■ About this exercise ■
Make an exact copy of all the entries shown below.

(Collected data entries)
■ ■ ■ ■ ■
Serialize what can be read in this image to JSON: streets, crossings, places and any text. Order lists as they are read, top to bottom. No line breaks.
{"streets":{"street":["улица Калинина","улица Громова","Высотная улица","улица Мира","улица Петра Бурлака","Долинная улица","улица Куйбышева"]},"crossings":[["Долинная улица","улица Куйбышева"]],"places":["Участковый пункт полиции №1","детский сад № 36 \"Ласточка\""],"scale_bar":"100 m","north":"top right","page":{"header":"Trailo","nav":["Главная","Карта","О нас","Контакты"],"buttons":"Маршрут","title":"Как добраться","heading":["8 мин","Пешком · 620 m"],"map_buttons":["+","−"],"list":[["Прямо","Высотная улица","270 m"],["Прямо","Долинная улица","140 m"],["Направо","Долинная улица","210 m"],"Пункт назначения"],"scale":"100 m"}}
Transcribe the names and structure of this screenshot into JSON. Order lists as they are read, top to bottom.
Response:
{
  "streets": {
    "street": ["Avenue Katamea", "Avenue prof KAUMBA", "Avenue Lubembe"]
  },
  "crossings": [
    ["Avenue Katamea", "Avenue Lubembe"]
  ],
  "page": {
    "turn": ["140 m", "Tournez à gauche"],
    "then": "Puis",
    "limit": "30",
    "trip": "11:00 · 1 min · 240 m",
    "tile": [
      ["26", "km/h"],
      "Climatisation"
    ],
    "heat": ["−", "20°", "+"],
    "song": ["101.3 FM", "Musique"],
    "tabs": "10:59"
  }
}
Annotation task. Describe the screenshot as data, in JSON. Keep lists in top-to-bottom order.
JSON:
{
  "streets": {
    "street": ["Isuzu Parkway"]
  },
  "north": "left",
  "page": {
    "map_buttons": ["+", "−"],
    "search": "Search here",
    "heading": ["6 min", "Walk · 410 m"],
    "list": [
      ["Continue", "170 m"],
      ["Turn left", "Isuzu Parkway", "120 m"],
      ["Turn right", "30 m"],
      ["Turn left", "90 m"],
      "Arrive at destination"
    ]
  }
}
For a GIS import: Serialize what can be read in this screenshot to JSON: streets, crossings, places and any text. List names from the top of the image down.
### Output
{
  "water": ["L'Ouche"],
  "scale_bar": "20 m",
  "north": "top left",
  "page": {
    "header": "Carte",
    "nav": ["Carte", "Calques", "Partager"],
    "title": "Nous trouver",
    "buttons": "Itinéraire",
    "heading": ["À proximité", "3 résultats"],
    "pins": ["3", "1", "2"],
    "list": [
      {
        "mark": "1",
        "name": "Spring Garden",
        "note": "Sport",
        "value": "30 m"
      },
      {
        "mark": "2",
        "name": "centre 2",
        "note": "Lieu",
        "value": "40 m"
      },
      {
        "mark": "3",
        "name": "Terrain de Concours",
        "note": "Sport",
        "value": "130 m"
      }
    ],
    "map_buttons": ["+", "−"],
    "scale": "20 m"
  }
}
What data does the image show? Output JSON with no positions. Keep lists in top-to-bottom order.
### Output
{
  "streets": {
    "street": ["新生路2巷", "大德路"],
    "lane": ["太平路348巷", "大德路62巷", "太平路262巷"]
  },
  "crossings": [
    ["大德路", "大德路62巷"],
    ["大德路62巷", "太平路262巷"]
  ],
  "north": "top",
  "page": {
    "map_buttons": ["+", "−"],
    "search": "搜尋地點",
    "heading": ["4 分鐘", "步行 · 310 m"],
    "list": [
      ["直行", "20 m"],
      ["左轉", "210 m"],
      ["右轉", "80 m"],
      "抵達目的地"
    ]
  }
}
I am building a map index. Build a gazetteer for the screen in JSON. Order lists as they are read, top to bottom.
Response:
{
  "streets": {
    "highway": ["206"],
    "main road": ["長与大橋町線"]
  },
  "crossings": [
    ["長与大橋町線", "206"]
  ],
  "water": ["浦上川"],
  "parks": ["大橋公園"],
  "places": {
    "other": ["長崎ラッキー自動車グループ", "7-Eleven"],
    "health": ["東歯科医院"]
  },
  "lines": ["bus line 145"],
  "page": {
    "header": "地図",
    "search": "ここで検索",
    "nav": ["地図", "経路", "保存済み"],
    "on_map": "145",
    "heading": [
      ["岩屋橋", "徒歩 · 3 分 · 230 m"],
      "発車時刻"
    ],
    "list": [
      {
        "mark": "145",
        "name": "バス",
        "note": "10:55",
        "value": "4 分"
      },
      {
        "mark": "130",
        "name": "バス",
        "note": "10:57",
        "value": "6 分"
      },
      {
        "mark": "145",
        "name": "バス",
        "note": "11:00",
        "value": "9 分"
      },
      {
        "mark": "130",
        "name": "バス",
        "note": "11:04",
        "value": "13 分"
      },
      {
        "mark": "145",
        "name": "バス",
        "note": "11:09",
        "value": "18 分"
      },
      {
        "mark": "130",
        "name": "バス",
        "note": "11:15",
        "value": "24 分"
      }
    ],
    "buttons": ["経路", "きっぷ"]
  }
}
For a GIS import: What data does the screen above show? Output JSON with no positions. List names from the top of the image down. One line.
■ ■ ■ ■ ■
■ Response to the task ■
Serialize what can be read in this image to JSON: streets, crossings, places and any text. Order lists as they are read, top to bottom. No line breaks.
{"streets":{"street":["улица Калинина","улица Громова","Высотная улица","улица Мира","улица Петра Бурлака","Долинная улица","улица Куйбышева"]},"crossings":[["Долинная улица","улица Куйбышева"]],"places":["Участковый пункт полиции №1","детский сад № 36 \"Ласточка\""],"scale_bar":"100 m","north":"top right","page":{"header":"Trailo","nav":["Главная","Карта","О нас","Контакты"],"buttons":"Маршрут","title":"Как добраться","heading":["8 мин","Пешком · 620 m"],"map_buttons":["+","−"],"list":[["Прямо","Высотная улица","270 m"],["Прямо","Долинная улица","140 m"],["Направо","Долинная улица","210 m"],"Пункт назначения"],"scale":"100 m"}}
Transcribe the names and structure of this screenshot into JSON. Order lists as they are read, top to bottom.
Response:
{
  "streets": {
    "street": ["Avenue Katamea", "Avenue prof KAUMBA", "Avenue Lubembe"]
  },
  "crossings": [
    ["Avenue Katamea", "Avenue Lubembe"]
  ],
  "page": {
    "turn": ["140 m", "Tournez à gauche"],
    "then": "Puis",
    "limit": "30",
    "trip": "11:00 · 1 min · 240 m",
    "tile": [
      ["26", "km/h"],
      "Climatisation"
    ],
    "heat": ["−", "20°", "+"],
    "song": ["101.3 FM", "Musique"],
    "tabs": "10:59"
  }
}
Annotation task. Describe the screenshot as data, in JSON. Keep lists in top-to-bottom order.
JSON:
{
  "streets": {
    "street": ["Isuzu Parkway"]
  },
  "north": "left",
  "page": {
    "map_buttons": ["+", "−"],
    "search": "Search here",
    "heading": ["6 min", "Walk · 410 m"],
    "list": [
      ["Continue", "170 m"],
      ["Turn left", "Isuzu Parkway", "120 m"],
      ["Turn right", "30 m"],
      ["Turn left", "90 m"],
      "Arrive at destination"
    ]
  }
}
For a GIS import: Serialize what can be read in this screenshot to JSON: streets, crossings, places and any text. List names from the top of the image down.
### Output
{
  "water": ["L'Ouche"],
  "scale_bar": "20 m",
  "north": "top left",
  "page": {
    "header": "Carte",
    "nav": ["Carte", "Calques", "Partager"],
    "title": "Nous trouver",
    "buttons": "Itinéraire",
    "heading": ["À proximité", "3 résultats"],
    "pins": ["3", "1", "2"],
    "list": [
      {
        "mark": "1",
        "name": "Spring Garden",
        "note": "Sport",
        "value": "30 m"
      },
      {
        "mark": "2",
        "name": "centre 2",
        "note": "Lieu",
        "value": "40 m"
      },
      {
        "mark": "3",
        "name": "Terrain de Concours",
        "note": "Sport",
        "value": "130 m"
      }
    ],
    "map_buttons": ["+", "−"],
    "scale": "20 m"
  }
}
What data does the image show? Output JSON with no positions. Keep lists in top-to-bottom order.
### Output
{
  "streets": {
    "street": ["新生路2巷", "大德路"],
    "lane": ["太平路348巷", "大德路62巷", "太平路262巷"]
  },
  "crossings": [
    ["大德路", "大德路62巷"],
    ["大德路62巷", "太平路262巷"]
  ],
  "north": "top",
  "page": {
    "map_buttons": ["+", "−"],
    "search": "搜尋地點",
    "heading": ["4 分鐘", "步行 · 310 m"],
    "list": [
      ["直行", "20 m"],
      ["左轉", "210 m"],
      ["右轉", "80 m"],
      "抵達目的地"
    ]
  }
}
I am building a map index. Build a gazetteer for the screen in JSON. Order lists as they are read, top to bottom.
Response:
{
  "streets": {
    "highway": ["206"],
    "main road": ["長与大橋町線"]
  },
  "crossings": [
    ["長与大橋町線", "206"]
  ],
  "water": ["浦上川"],
  "parks": ["大橋公園"],
  "places": {
    "other": ["長崎ラッキー自動車グループ", "7-Eleven"],
    "health": ["東歯科医院"]
  },
  "lines": ["bus line 145"],
  "page": {
    "header": "地図",
    "search": "ここで検索",
    "nav": ["地図", "経路", "保存済み"],
    "on_map": "145",
    "heading": [
      ["岩屋橋", "徒歩 · 3 分 · 230 m"],
      "発車時刻"
    ],
    "list": [
      {
        "mark": "145",
        "name": "バス",
        "note": "10:55",
        "value": "4 分"
      },
      {
        "mark": "130",
        "name": "バス",
        "note": "10:57",
        "value": "6 分"
      },
      {
        "mark": "145",
        "name": "バス",
        "note": "11:00",
        "value": "9 分"
      },
      {
        "mark": "130",
        "name": "バス",
        "note": "11:04",
        "value": "13 分"
      },
      {
        "mark": "145",
        "name": "バス",
        "note": "11:09",
        "value": "18 分"
      },
      {
        "mark": "130",
        "name": "バス",
        "note": "11:15",
        "value": "24 分"
      }
    ],
    "buttons": ["経路", "きっぷ"]
  }
}
For a GIS import: What data does the screen above show? Output JSON with no positions. List names from the top of the image down. One line.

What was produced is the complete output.